== Activity ==
The required output is all lines below that contain the word "aria".

== Supplied material ==
------------------------------

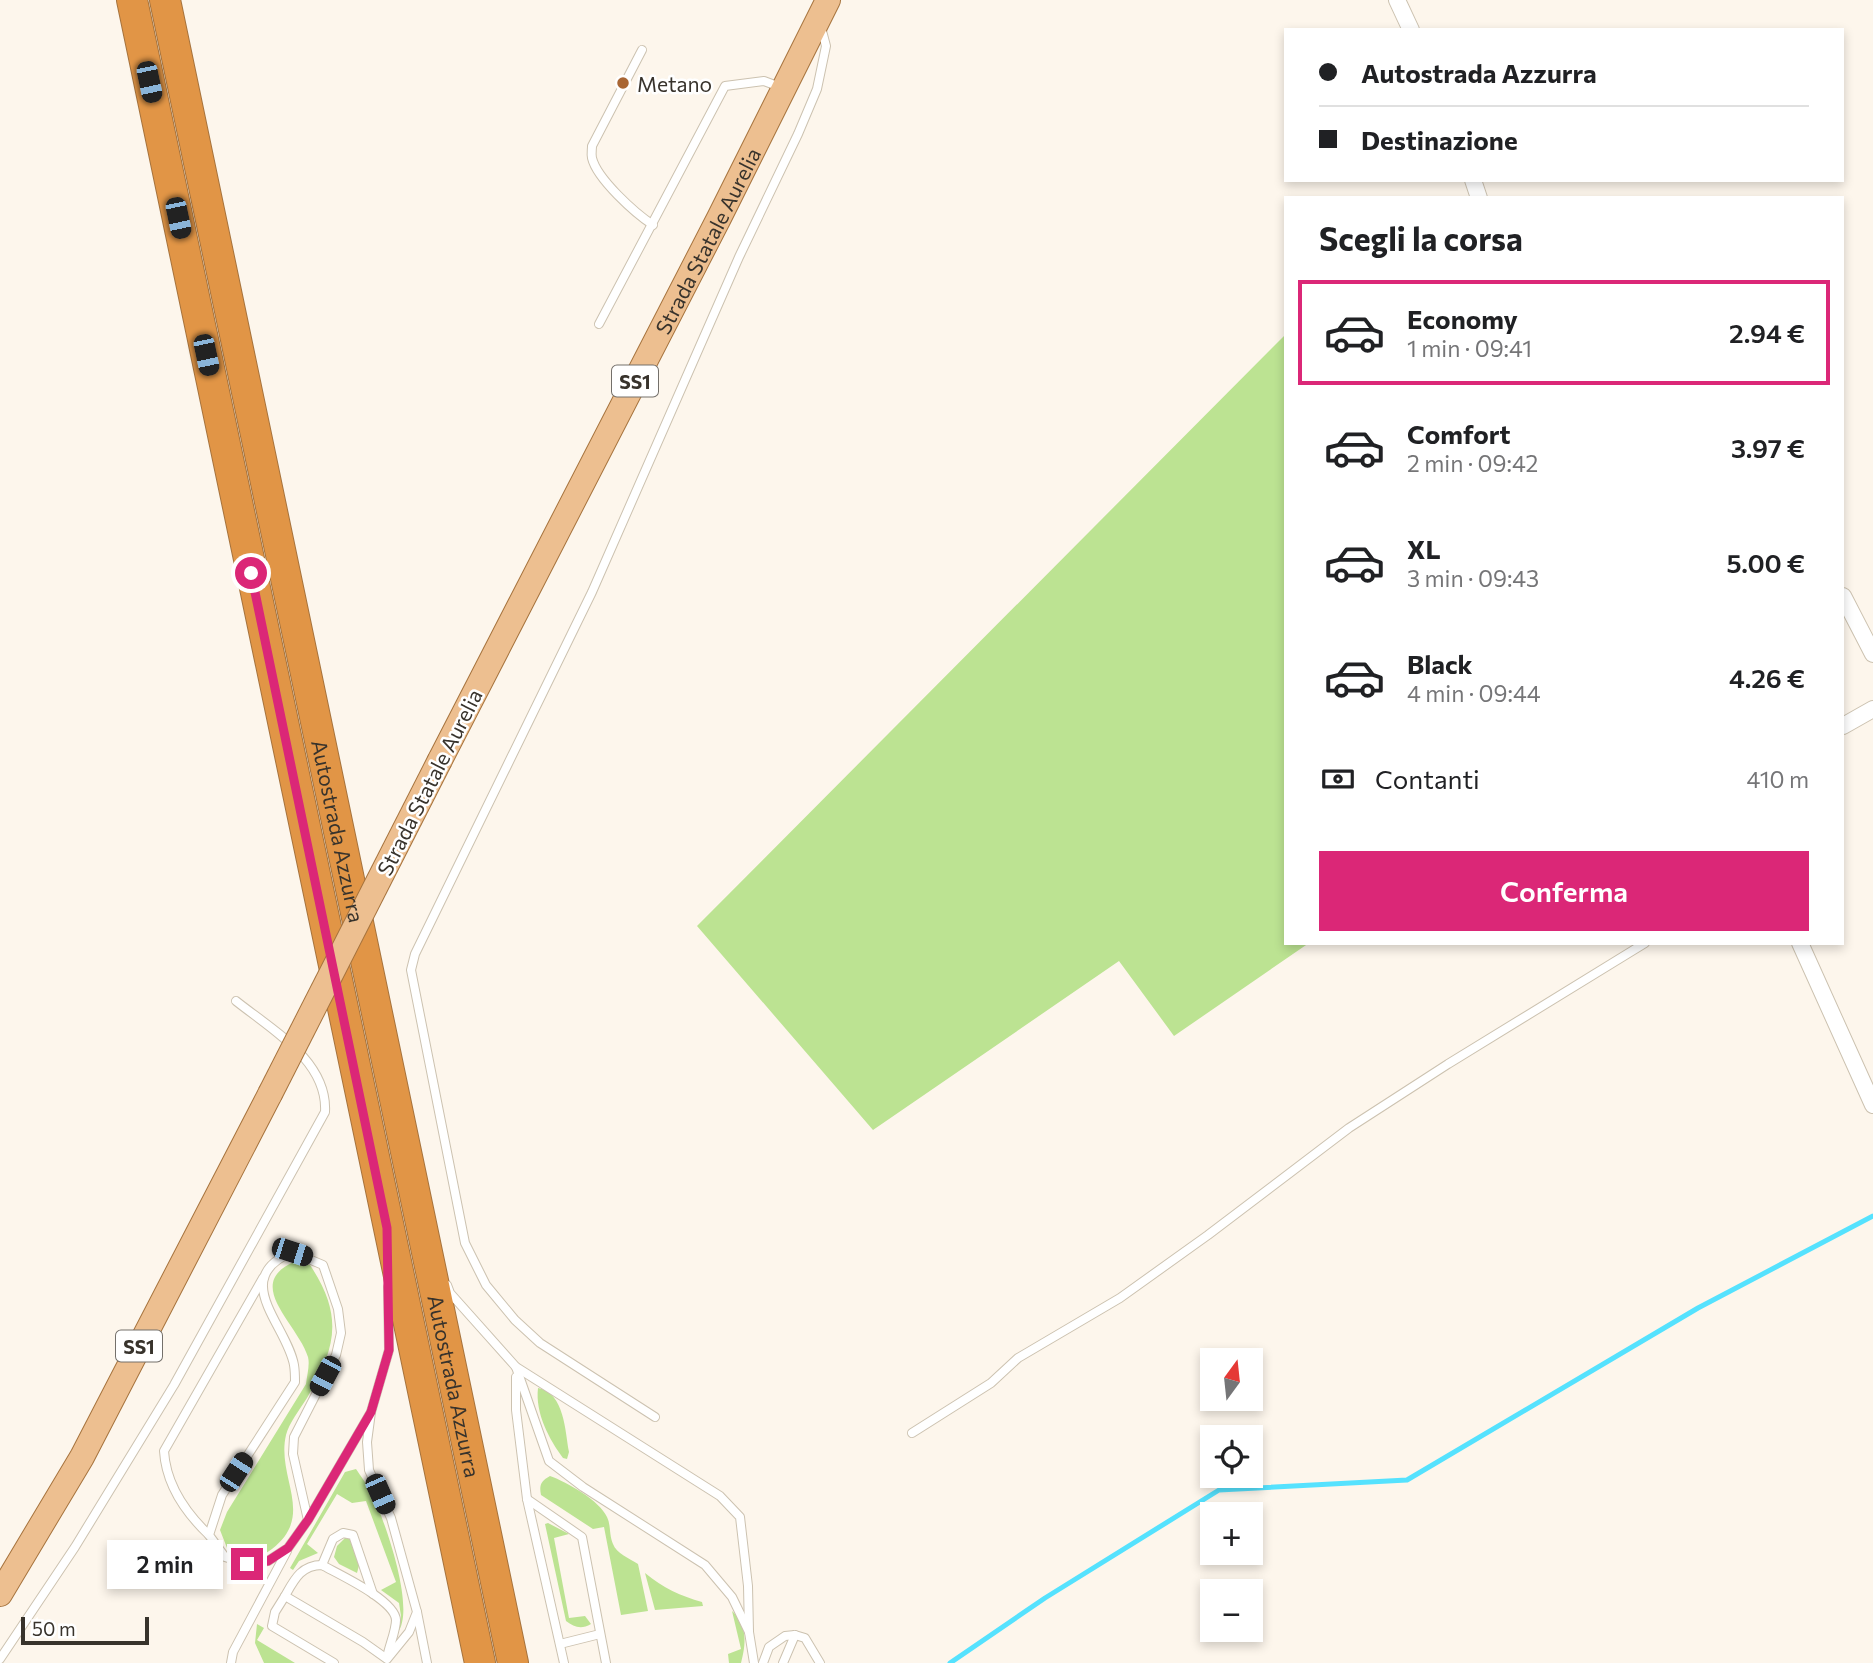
<!DOCTYPE html>
<html lang="it">
<head>
<meta charset="utf-8">
<style>
  body { margin:0; font-family:Commissioner,sans-serif; background:#f2f2f2; color:#202124; height:100vh; display:flex; flex-direction:column; font-size:26px; white-space:nowrap }
  * { box-sizing:border-box; margin:0 }
  p { font-size:23px; color:#757577 }
  .icon { flex:none; width:38px; height:38px; fill:none; stroke:currentColor; stroke-width:2; stroke-linecap:round; stroke-linejoin:round }
  .map { position:relative; flex:1; overflow:hidden }
  .side { position:absolute; left:1284px; top:196px; width:560px; height:749px; display:flex; flex-direction:column; background:#fff; border-radius:0px; box-shadow:0 4px 10px #0003 }
  .side>* { flex:none }
  .guide { position:absolute; left:1284px; top:28px; width:560px; height:154px; border-radius:0px; box-shadow:0 4px 10px #0003; display:grid; align-content:center; height:154px; padding:0 35px; background:#fff }
  .needle { width:46px; rotate:15deg }
  .fabs { position:absolute; left:1200px; top:1348px; display:grid; gap:14px }
  .fabs a { display:grid; place-items:center; width:63px; height:63px; border-radius:0px; background:#fff; box-shadow:0 4px 10px #0003; font-size:35px }
  .scale { position:absolute; left:21px; bottom:18px; width:128px; box-sizing:border-box; padding-left:7px; border:4px solid #38332c; border-top:0; font-size:19px; line-height:24px; white-space:nowrap; color:#38332c; -webkit-text-stroke:5px #fff; paint-order:stroke }
  .end { position:absolute; width:32px; height:32px; margin:-16px; border:9px solid #db2777; background:#fff; box-shadow:0 0 0 4px #fff }
  .from { border-radius:50% }
  .bubble { position:absolute; height:49px; border-radius:0px; background:#fff; box-shadow:0 4px 10px #0003; font-size:23px; font-weight:600; line-height:49px; text-align:center }
  .car { position:absolute; width:21px; height:42px; margin:-21px -10px; border-radius:9px; box-shadow:0 0 5px 2px #0007; background:linear-gradient(#222 24%,#8ab4d8 0 40%,#222 0 76%,#8ab4d8 0 86%,#222 0) }
  .guide b { display:flex; align-items:center; gap:24px; height:66px; font-size:26px }
  .guide b+b { border-top:2px solid #e0e0e0 }
  .guide i { width:18px; height:18px; background:#202124 }
  ul { padding:0; list-style:none }
  li { display:flex; align-items:center; gap:21px; height:105px; margin:0 14px 10px; padding:0 21px; border:4px solid transparent; border-radius:0px }
  li div { flex:1 }
  li b { display:block; font-size:26px }
  li em { font-style:normal; font-weight:600 }
  li.current { border-color:#db2777 }
  li>.icon { width:63px; height:63px; stroke-width:1.5 }
  h2 { padding:0 35px; font-size:32px; line-height:84px }
  .pay { display:flex; align-items:center; gap:18px; height:77px; padding:0 35px; font-size:26px }
  .pay p { margin-inline-start:auto }
  .action { display:flex; gap:14px; margin-top:auto; padding:14px 35px }
  .action a { flex:1; height:80px; border-radius:0px; background:#db2777; color:#fff; font-size:28px; font-weight:600; line-height:80px; text-align:center }
  .map>svg:first-child { display:block }
  .green { fill:#bce392 }
  .lines { fill:none; stroke-linecap:round; stroke-linejoin:round }
  .stream { stroke:#55e2fe; stroke-width:5 }
  .service-casing { stroke:#ccc2b0; stroke-width:10 }
  .minor-casing { stroke:#ccc2b0; stroke-width:18 }
  .primary-casing { stroke:#a6733d; stroke-width:26 }
  .motorway-casing { stroke:#a6733d; stroke-width:32 }
  .service { stroke:#fff; stroke-width:8 }
  .minor { stroke:#fff; stroke-width:16 }
  .primary { stroke:#edbf90; stroke-width:24 }
  .motorway { stroke:#e19546; stroke-width:30 }
  .primary-bridge-casing { stroke:#a6733d; stroke-width:26; stroke-linecap:butt }
  .primary-bridge { stroke:#edbf90; stroke-width:24 }
  .route { stroke:#db2777; stroke-width:9 }
  .poi-dot { fill:#a96634; stroke:#fff; stroke-width:2.5 }
  .labels { text-anchor:middle; dominant-baseline:central; stroke-width:5; stroke-linejoin:round; paint-order:stroke }
  .shield { fill:#fff; stroke:#74706b; stroke-width:2 }
  .shield-label { font-size:19px; font-weight:bold; fill:#38332c }
  .poi-label { font-size:21px; fill:#38332c; stroke:#fff; text-anchor:start }
  .street-label { font-size:21px; fill:#38332c; stroke:#fff }
</style>
</head>
<body>
<div class="map">
<svg width="1873" height="1663" viewBox="0 0 1873 1663">
  <rect width="100%" height="100%" fill="#fdf6ec"/>
  <!-- green -->
  <g class="green">
    <path d="M1286,334v609h23l-135,93 -55,-75 -246,169 -176,-204z"/>
    <path d="M294,1262l16,3c34,51 26,83 -3,133 -7,11 -18,25 -21,37 -10,43 30,80 -14,114 -14,11 -30,6 -45,-1l-7,-18 7,-18 79,-128c1,-9 4,-19 2,-27 -10,-33 -65,-73 -14,-95z"/>
    <path d="M538,1388c27,5 27,44 31,64l-2,7 -4,-1c-14,-19 -28,-45 -25,-70z"/>
    <path d="M356,1469c5,8 11,15 15,23 13,26 45,116 27,140l3,-16 -2,-13 -18,-13 15,-8 -30,-81 -14,2 -15,-9 -30,50 11,9 -19,8 -6,9 -3,-2 55,-96z"/>
    <path d="M550,1476c17,6 50,25 57,41 4,8 2,18 6,27 3,9 17,15 25,20l10,47 -27,4 -17,-88 -11,2 -52,-34c-2,-10 0,-14 9,-19z"/>
    <path d="M548,1523l21,11 -15,4 15,80 16,-2 6,8c-10,6 -17,3 -25,-3l-21,-97z"/>
    <path d="M345,1538l5,1 10,23 -3,11 -18,-9 -5,-7 3,-11z"/>
    <path d="M645,1573c18,15 36,23 57,29l1,4 -48,4z"/>
    <path d="M732,1611c16,15 14,33 9,52h-12l-1,-9 13,-5z"/>
    <path d="M257,1624l7,4 -7,12 38,23h-31l-9,-20z"/>
  </g>
  <g class="lines">
    <!-- stream -->
    <path class="stream" d="M950,1663l95,-65 174,-108 188,-10 291,-172 175,-92"/>
    <!-- service casing -->
    <g class="service-casing">
      <g id="service">
        <path d="M642,50l-50,96c0,4 -1,8 0,12 5,21 43,55 61,67"/>
        <path d="M599,324l126,-238 39,-5 16,6"/>
        <path d="M447,1285l3,8 66,74 204,129 20,21 8,69 1,46"/>
        <path d="M516,1367l33,94 34,26 122,78 27,32 17,35 5,31"/>
        <path d="M516,1377v33l11,89 37,164"/>
        <path d="M655,1417l-115,-74 -25,-23 -29,-35 -21,-42 -54,-273 4,-16 177,-362 147,-335 59,-123 19,-45 9,-43 -5,-19"/>
        <path d="M912,1433l79,-50 27,-25 102,-60 88,-63 141,-107 99,-64 197,-121"/>
        <path d="M527,1499l55,38 24,126"/>
        <path d="M308,1520l-15,-66 1,-17 42,-82 5,-22 -3,-24 -15,-44 -31,-13c-63,27 -5,73 2,113 1,6 1,12 1,17l-73,113 -13,40 16,22 22,7 21,-3 20,-13 20,-28 63,-108"/>
        <path d="M209,1535c-23,-22 -43,-50 -45,-84l99,-173"/>
        <path d="M322,1565l11,-26 10,-6 10,2 20,59"/>
        <path d="M285,1596c9,-16 16,-31 37,-31 16,9 73,35 74,55 0,11 -7,26 -9,38"/>
        <path d="M417,1612l10,51"/>
        <path d="M560,1644l40,-10"/>
        <path d="M0,1659l75,-112 99,-162 151,-273c3,-51 -54,-83 -89,-111"/>
        <path d="M231,1663l2,-11 54,-101"/>
        <path d="M334,1663l-62,-37 3,-14 10,-16 78,46 24,17 22,-27 8,-20 -26,-94 -22,-48 -2,-28 4,-30 18,-62 -1,-63"/>
        <path d="M763,1663l6,-16 16,-11 10,-1 10,3 15,25"/>
        <path d="M783,1663l12,-28"/>
      </g>
    </g>
    <!-- minor casing -->
    <g class="minor-casing">
      <g id="minor">
        <path d="M1397,0l14,30"/>
        <path d="M1473,180l6,18"/>
        <path d="M1843,596l30,58"/>
        <path d="M1843,726l30,-17"/>
        <path d="M1800,943l73,162"/>
      </g>
    </g>
    <!-- primary casing -->
    <g class="primary-casing">
      <g id="primary">
        <path id="s1" d="M440,760l279,-542 109,-218"/>
        <path d="M0,1594l82,-137 188,-363"/>
      </g>
    </g>
    <!-- motorway casing -->
    <g class="motorway-casing">
      <g id="motorway">
        <path d="M132,0l348,1663"/>
        <path id="s2" d="M165,0l348,1663"/>
      </g>
    </g>
    <!-- service -->
    <use href="#service" class="service"/>
    <!-- minor -->
    <use href="#minor" class="minor"/>
    <!-- primary -->
    <use href="#primary" class="primary"/>
    <!-- motorway -->
    <use href="#motorway" class="motorway"/>
    <!-- primary-bridge casing -->
    <g class="primary-bridge-casing">
      <path id="primary-bridge" d="M270,1094l170,-334"/>
    </g>
    <!-- primary-bridge -->
    <use href="#primary-bridge" class="primary-bridge"/>
  </g>
  <g class="lines">
    <!-- route -->
    <path class="route" d="M247,1564l21,-3 20,-13 20,-28 63,-108 18,-62 -2,-122 -136,-655"/>
  </g>
  <!-- markers -->
  <circle class="poi-dot" cx="623" cy="83" r="7"/>
  <g class="labels">
    <!-- shield labels -->
    <g class="shield">
      <rect x="612" y="365.5" width="46" height="31" rx="5"/>
      <rect x="116" y="1330.5" width="46" height="31" rx="5"/>
    </g>
    <g class="shield-label">
      <text x="635" y="381">SS1</text>
      <text x="139" y="1346">SS1</text>
    </g>
    <!-- poi labels -->
    <g class="poi-label">
      <text x="637" y="83">Metano</text>
    </g>
    <!-- street labels -->
    <g class="street-label">
      <text stroke="none"><textPath href="#s1" startOffset="584">Strada Statale Aurelia</textPath></text>
      <text transform="translate(429 782) rotate(-63)">Strada Statale Aurelia</text>
      <text stroke="none"><textPath href="#s2" startOffset="849">Autostrada Azzurra</textPath></text>
      <text stroke="none"><textPath href="#s2" startOffset="1416">Autostrada Azzurra</textPath></text>
    </g>
  </g>
</svg>
<div class="fabs">
<a><svg class="needle" viewBox="-14 -14 28 28"><path d="M0-13l5 13h-10z" fill="#e53935"/><path d="M0 13l5-13h-10z" fill="#757577"/></svg></a>
<a><svg class="icon" aria-label="locate" viewBox="0 0 24 24"><circle cx="12" cy="12" r="6"/><path d="M12 2v4M12 18v4M2 12h4M18 12h4"/></svg></a>
<a>+</a>
<a>−</a>
</div>
<div class="scale">50 m</div>
<i class="end from" style="left:251px;top:573px"></i>
<i class="end" style="left:247px;top:1564px"></i>
<div class="bubble" style="left:107px;top:1540px;width:116px">2 min</div>
<i class="car" style="left:149px;top:82px;rotate:168deg"></i>
<i class="car" style="left:178px;top:218px;rotate:168deg"></i>
<i class="car" style="left:206px;top:355px;rotate:168deg"></i>
<i class="car" style="left:292px;top:1252px;rotate:108deg"></i>
<i class="car" style="left:325px;top:1376px;rotate:208deg"></i>
<i class="car" style="left:236px;top:1472px;rotate:33deg"></i>
<i class="car" style="left:380px;top:1494px;rotate:156deg"></i>
<div class="guide">
<b><i class="from"></i>Autostrada Azzurra</b>
<b><i></i>Destinazione</b>
</div>
<section class="side">
<h2>Scegli la corsa</h2>
<ul>
<li class="current"><svg class="icon" aria-label="car" viewBox="0 0 24 24"><path d="M5 17H2v-5l4-1 3-4h7l3 4 3 1v5h-3M9 17h6M6 11h13"/><circle cx="7" cy="17" r="2"/><circle cx="17" cy="17" r="2"/></svg><div><b>Economy</b><p>1 min · 09:41</p></div><em>2.94 €</em></li>
<li><svg class="icon" aria-label="car" viewBox="0 0 24 24"><path d="M5 17H2v-5l4-1 3-4h7l3 4 3 1v5h-3M9 17h6M6 11h13"/><circle cx="7" cy="17" r="2"/><circle cx="17" cy="17" r="2"/></svg><div><b>Comfort</b><p>2 min · 09:42</p></div><em>3.97 €</em></li>
<li><svg class="icon" aria-label="car" viewBox="0 0 24 24"><path d="M5 17H2v-5l4-1 3-4h7l3 4 3 1v5h-3M9 17h6M6 11h13"/><circle cx="7" cy="17" r="2"/><circle cx="17" cy="17" r="2"/></svg><div><b>XL</b><p>3 min · 09:43</p></div><em>5.00 €</em></li>
<li><svg class="icon" aria-label="car" viewBox="0 0 24 24"><path d="M5 17H2v-5l4-1 3-4h7l3 4 3 1v5h-3M9 17h6M6 11h13"/><circle cx="7" cy="17" r="2"/><circle cx="17" cy="17" r="2"/></svg><div><b>Black</b><p>4 min · 09:44</p></div><em>4.26 €</em></li>
</ul>
<div class="pay"><svg class="icon" aria-label="cash" viewBox="0 0 24 24"><path d="M3 7h18v10H3z"/><circle cx="12" cy="12" r="2"/></svg>Contanti<p>410 m</p></div>
<div class="action"><a>Conferma</a></div>
</section>
</div>
</body>
</html>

------------------------------

== Answer to this exercise ==
<a><svg class="icon" aria-label="locate" viewBox="0 0 24 24"><circle cx="12" cy="12" r="6"/><path d="M12 2v4M12 18v4M2 12h4M18 12h4"/></svg></a>
<li class="current"><svg class="icon" aria-label="car" viewBox="0 0 24 24"><path d="M5 17H2v-5l4-1 3-4h7l3 4 3 1v5h-3M9 17h6M6 11h13"/><circle cx="7" cy="17" r="2"/><circle cx="17" cy="17" r="2"/></svg><div><b>Economy</b><p>1 min · 09:41</p></div><em>2.94 €</em></li>
<li><svg class="icon" aria-label="car" viewBox="0 0 24 24"><path d="M5 17H2v-5l4-1 3-4h7l3 4 3 1v5h-3M9 17h6M6 11h13"/><circle cx="7" cy="17" r="2"/><circle cx="17" cy="17" r="2"/></svg><div><b>Comfort</b><p>2 min · 09:42</p></div><em>3.97 €</em></li>
<li><svg class="icon" aria-label="car" viewBox="0 0 24 24"><path d="M5 17H2v-5l4-1 3-4h7l3 4 3 1v5h-3M9 17h6M6 11h13"/><circle cx="7" cy="17" r="2"/><circle cx="17" cy="17" r="2"/></svg><div><b>XL</b><p>3 min · 09:43</p></div><em>5.00 €</em></li>
<li><svg class="icon" aria-label="car" viewBox="0 0 24 24"><path d="M5 17H2v-5l4-1 3-4h7l3 4 3 1v5h-3M9 17h6M6 11h13"/><circle cx="7" cy="17" r="2"/><circle cx="17" cy="17" r="2"/></svg><div><b>Black</b><p>4 min · 09:44</p></div><em>4.26 €</em></li>
<div class="pay"><svg class="icon" aria-label="cash" viewBox="0 0 24 24"><path d="M3 7h18v10H3z"/><circle cx="12" cy="12" r="2"/></svg>Contanti<p>410 m</p></div>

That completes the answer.